Is there a better strategy to do this, to open the port on root privileges and then drop the root privileges once the application is running?

  • What operating system are you using? (I can see it is a Unix, but which one?). Sep 20, 2014 at 11:32

3 Answers 3


yes, can do this. see this blog post that explains better than I can.


I am copying the relevant code here in case the blog becomes unavailable

app.listen(80, 'localhost', null, function() {
  // Listening
  try {
    console.log('Old User ID: ' + process.getuid() + ', Old Group ID: ' + process.getgid());
    console.log('New User ID: ' + process.getuid() + ', New Group ID: ' + process.getgid());
  } catch (err) {
    console.log('Cowardly refusing to keep the process alive as root.');
  • +1 for the link, although I may not use the code above, the link pointed me towards the 'authbind' tool. So will test that out later and see how it goes.
    – iQ.
    Sep 20, 2014 at 11:42

su - <user> switches to <user> before doing anything else, so the NodeJS server is going to be started as your user and not have any clue about root running the su command, and since users aren't allowed to use privileged ports this is never going to work.

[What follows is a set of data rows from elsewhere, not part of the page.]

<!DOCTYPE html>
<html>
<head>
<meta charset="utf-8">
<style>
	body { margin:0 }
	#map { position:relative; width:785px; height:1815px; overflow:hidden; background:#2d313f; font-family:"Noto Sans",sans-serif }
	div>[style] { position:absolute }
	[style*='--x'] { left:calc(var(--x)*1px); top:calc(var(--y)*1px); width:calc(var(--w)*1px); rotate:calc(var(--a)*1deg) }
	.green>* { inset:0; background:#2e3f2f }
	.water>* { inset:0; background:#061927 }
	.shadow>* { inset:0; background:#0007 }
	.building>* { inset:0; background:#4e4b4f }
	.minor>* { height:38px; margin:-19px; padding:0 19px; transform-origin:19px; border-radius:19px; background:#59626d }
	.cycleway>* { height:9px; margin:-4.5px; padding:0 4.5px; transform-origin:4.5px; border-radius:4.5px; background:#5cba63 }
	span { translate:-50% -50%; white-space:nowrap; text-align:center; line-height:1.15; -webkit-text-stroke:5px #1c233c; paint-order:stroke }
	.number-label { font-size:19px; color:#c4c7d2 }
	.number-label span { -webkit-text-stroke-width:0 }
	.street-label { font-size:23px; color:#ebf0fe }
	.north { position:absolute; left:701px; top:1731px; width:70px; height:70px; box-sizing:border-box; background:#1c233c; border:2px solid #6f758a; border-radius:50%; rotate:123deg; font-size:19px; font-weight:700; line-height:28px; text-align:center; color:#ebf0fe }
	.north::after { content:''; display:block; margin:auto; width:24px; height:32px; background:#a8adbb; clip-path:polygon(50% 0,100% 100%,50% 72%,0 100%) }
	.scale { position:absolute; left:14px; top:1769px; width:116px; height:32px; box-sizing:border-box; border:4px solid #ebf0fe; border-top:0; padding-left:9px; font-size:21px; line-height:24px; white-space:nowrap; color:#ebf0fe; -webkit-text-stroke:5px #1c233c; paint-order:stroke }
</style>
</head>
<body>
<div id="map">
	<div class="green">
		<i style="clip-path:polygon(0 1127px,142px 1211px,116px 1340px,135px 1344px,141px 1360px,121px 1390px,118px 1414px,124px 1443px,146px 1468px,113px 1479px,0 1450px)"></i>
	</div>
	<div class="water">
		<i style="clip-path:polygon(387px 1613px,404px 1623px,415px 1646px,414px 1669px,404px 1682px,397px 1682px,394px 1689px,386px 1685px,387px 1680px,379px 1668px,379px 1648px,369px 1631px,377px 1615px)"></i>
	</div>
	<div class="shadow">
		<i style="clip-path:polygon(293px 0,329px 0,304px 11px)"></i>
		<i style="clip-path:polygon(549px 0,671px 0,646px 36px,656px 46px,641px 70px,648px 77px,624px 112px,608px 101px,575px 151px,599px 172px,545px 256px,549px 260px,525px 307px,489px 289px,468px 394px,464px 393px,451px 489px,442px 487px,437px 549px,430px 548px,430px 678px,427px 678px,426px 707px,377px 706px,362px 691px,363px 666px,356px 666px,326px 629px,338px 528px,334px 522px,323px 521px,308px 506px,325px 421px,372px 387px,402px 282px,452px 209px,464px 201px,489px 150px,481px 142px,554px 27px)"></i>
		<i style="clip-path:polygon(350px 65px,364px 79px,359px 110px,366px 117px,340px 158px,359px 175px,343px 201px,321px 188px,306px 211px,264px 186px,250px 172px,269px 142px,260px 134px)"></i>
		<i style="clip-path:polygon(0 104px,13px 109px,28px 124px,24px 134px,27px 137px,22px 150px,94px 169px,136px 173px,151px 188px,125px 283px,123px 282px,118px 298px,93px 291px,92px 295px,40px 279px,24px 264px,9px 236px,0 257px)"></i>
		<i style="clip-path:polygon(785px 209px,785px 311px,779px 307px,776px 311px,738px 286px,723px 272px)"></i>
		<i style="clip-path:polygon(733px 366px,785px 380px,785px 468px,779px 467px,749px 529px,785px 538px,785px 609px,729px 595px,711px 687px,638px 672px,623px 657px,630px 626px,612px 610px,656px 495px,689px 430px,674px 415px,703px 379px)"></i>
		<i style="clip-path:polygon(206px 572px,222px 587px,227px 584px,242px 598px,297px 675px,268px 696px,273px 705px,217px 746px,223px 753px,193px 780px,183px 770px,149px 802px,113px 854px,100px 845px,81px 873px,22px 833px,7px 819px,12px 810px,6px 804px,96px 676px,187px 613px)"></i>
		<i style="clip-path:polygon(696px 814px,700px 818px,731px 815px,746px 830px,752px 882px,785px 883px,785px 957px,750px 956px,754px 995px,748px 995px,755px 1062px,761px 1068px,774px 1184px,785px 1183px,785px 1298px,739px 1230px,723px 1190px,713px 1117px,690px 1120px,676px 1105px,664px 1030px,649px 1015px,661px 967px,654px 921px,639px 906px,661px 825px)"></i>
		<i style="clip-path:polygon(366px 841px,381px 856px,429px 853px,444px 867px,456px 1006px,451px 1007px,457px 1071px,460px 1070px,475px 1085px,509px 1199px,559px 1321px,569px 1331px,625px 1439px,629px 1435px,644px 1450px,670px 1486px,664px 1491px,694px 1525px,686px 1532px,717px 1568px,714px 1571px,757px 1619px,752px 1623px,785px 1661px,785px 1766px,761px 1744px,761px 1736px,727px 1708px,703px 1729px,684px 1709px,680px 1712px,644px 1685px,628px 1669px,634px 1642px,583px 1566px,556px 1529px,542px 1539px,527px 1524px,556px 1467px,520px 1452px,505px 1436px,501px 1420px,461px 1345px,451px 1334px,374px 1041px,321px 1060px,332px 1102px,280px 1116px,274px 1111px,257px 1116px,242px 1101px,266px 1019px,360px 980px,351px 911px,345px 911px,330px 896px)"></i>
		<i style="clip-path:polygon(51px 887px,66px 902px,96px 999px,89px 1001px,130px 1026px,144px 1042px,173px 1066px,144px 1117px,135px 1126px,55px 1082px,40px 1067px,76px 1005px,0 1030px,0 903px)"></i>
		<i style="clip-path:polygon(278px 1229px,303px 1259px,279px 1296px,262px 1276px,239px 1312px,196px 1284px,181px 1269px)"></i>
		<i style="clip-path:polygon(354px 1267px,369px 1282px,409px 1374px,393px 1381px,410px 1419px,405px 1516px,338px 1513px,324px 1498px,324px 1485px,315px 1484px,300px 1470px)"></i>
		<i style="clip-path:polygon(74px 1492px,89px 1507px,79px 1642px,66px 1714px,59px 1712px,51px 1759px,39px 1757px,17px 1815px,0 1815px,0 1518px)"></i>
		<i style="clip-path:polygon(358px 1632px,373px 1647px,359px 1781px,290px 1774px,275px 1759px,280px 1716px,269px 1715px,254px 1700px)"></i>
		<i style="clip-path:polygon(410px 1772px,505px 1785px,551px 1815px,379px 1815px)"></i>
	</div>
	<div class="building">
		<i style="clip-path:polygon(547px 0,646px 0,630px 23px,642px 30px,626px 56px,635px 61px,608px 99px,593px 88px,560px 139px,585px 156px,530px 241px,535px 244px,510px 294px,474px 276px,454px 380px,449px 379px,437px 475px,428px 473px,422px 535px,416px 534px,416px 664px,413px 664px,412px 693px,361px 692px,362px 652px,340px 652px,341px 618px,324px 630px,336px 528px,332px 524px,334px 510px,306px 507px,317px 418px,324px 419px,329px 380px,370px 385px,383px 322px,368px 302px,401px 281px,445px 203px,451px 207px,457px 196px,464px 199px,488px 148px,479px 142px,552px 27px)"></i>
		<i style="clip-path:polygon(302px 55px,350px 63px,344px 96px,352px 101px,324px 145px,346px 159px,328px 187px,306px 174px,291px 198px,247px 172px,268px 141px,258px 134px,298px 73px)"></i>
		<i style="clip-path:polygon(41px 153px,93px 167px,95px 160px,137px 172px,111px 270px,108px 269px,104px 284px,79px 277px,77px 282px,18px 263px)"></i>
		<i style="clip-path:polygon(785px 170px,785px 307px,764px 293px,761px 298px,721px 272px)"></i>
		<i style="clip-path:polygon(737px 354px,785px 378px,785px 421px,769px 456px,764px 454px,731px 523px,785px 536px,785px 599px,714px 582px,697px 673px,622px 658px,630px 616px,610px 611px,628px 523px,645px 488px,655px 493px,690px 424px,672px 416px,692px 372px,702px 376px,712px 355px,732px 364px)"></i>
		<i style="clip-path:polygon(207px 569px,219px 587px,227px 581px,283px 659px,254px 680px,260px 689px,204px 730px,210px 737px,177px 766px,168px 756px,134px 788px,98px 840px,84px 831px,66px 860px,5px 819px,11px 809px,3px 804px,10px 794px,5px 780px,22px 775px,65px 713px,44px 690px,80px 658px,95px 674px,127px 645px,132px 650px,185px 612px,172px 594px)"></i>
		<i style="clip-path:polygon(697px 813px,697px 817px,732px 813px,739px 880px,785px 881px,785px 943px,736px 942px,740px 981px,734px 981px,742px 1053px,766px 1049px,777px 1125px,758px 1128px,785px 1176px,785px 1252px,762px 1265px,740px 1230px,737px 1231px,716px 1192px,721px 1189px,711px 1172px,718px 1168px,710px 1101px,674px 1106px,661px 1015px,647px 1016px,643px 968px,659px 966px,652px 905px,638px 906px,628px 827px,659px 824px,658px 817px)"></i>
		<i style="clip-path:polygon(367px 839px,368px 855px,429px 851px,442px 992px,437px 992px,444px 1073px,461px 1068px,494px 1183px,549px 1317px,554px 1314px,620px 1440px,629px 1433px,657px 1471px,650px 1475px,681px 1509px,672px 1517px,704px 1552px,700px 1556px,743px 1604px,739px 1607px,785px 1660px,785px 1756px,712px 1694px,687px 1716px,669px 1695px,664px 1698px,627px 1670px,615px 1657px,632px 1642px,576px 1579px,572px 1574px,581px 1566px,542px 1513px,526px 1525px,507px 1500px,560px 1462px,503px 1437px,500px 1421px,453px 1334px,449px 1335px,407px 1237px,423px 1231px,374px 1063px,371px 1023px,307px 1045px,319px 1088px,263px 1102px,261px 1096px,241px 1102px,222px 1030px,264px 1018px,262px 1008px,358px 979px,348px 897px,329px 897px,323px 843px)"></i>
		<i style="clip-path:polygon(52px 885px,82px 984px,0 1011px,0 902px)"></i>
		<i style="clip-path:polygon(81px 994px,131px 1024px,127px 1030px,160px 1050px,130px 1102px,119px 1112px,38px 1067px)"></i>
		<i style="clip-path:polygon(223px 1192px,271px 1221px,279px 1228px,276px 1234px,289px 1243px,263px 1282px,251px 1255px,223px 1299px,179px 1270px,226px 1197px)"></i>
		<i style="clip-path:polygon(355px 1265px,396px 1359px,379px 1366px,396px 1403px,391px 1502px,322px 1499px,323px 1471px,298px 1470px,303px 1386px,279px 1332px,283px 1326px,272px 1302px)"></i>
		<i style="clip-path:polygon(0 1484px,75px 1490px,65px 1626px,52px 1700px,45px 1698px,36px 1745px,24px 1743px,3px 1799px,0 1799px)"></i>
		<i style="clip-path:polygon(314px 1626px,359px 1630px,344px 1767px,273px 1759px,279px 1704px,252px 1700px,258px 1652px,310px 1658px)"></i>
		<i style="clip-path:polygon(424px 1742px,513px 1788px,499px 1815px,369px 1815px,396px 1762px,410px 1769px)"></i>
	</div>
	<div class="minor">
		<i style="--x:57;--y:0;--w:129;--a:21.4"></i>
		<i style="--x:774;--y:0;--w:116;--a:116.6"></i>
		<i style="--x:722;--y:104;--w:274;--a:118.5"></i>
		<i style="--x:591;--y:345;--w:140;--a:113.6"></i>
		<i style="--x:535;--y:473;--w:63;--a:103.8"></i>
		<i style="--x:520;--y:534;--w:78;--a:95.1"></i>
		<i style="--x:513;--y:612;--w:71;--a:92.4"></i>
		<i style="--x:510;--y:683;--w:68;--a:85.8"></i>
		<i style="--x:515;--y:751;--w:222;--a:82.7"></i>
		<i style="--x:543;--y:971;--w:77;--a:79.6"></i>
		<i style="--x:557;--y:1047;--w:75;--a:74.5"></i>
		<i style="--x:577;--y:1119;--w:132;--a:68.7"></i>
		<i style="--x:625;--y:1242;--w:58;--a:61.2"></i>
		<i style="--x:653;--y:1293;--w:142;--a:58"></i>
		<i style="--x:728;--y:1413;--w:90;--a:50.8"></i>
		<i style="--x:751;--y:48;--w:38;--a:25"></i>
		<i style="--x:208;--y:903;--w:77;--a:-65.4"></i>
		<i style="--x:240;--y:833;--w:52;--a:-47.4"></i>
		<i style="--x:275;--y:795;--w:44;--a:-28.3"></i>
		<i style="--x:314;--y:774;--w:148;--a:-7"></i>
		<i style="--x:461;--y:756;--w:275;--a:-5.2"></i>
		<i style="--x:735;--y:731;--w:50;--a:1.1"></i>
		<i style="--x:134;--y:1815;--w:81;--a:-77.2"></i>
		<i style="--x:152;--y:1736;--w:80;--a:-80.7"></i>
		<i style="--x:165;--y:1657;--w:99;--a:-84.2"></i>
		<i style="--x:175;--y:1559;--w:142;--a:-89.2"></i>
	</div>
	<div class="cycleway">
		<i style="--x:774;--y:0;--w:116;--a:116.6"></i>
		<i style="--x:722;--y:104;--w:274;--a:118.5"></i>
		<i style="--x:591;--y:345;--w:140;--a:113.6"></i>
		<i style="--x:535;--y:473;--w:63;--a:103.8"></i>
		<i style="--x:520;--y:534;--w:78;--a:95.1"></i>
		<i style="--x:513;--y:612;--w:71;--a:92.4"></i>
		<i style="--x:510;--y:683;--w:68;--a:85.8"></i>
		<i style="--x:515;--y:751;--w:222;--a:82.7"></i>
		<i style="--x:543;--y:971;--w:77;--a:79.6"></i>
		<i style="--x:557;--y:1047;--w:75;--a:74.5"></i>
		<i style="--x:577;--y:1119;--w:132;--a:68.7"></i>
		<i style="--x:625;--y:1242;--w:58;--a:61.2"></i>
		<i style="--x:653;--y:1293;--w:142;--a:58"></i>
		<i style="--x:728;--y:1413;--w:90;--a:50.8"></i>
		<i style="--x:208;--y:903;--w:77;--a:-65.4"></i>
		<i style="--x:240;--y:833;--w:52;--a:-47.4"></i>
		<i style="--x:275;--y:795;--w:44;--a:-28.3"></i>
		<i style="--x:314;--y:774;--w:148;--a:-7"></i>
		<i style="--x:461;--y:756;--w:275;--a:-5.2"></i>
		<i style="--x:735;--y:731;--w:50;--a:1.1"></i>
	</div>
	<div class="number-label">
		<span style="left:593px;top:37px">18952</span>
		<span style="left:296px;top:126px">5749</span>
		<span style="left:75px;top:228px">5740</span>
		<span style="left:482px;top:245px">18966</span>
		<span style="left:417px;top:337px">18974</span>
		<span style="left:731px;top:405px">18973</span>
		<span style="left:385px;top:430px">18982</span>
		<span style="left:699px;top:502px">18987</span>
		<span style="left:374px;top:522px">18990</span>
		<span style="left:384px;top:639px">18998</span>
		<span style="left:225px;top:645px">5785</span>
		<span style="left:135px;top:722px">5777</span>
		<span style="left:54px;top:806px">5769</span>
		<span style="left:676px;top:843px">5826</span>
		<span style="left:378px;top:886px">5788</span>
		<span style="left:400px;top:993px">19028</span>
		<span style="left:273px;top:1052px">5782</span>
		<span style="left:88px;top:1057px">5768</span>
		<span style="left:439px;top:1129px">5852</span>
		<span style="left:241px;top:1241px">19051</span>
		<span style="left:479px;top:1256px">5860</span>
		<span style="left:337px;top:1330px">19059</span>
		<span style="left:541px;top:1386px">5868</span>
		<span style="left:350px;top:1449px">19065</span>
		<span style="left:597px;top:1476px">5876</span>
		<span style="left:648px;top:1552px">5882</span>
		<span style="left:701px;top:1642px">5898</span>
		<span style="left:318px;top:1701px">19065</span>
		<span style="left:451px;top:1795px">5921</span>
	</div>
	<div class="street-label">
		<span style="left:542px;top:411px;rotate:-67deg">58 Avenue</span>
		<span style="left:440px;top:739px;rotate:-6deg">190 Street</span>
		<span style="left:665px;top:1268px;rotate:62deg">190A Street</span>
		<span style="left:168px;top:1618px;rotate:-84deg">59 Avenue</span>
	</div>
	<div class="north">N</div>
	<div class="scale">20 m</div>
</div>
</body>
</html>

There are two ways to work around this that I can think of off the top of my head:

  1. Using a file capability that will let unprivileged users open privileged ports. Though they generally don't work on scripts in this case they should since, as far as I know, you start the server using node <filename>. (Correct me if I'm wrong tho.)

  2. Using a reverse-proxy like NGINX that sits in front of the application server, running as root. In this case users connect directly to NGINX which then proxies the connections to the application server, but more easily lets you run multiple servers/instances and lets NGINX cache resources. This tends to be the generally preferred approach when it comes to deploying application servers.


If using Gnu/Linux then you can use capabilities to give the application the capability to open privileged ports, and no other capabilities (root gives all capabilities).

See here for a very basic introduction https://unix.stackexchange.com/questions/101263/what-are-the-different-ways-to-set-file-permissions-etc-on-gnu-linux

[edit:] The GNU/Linux capability you are looking for is cap_net_bind_service. On Solaris, use PRIV_NET_PRIVADDR. For more detailed information, see man capabilities(7) (Linux) or man privileges(5) (Solaris).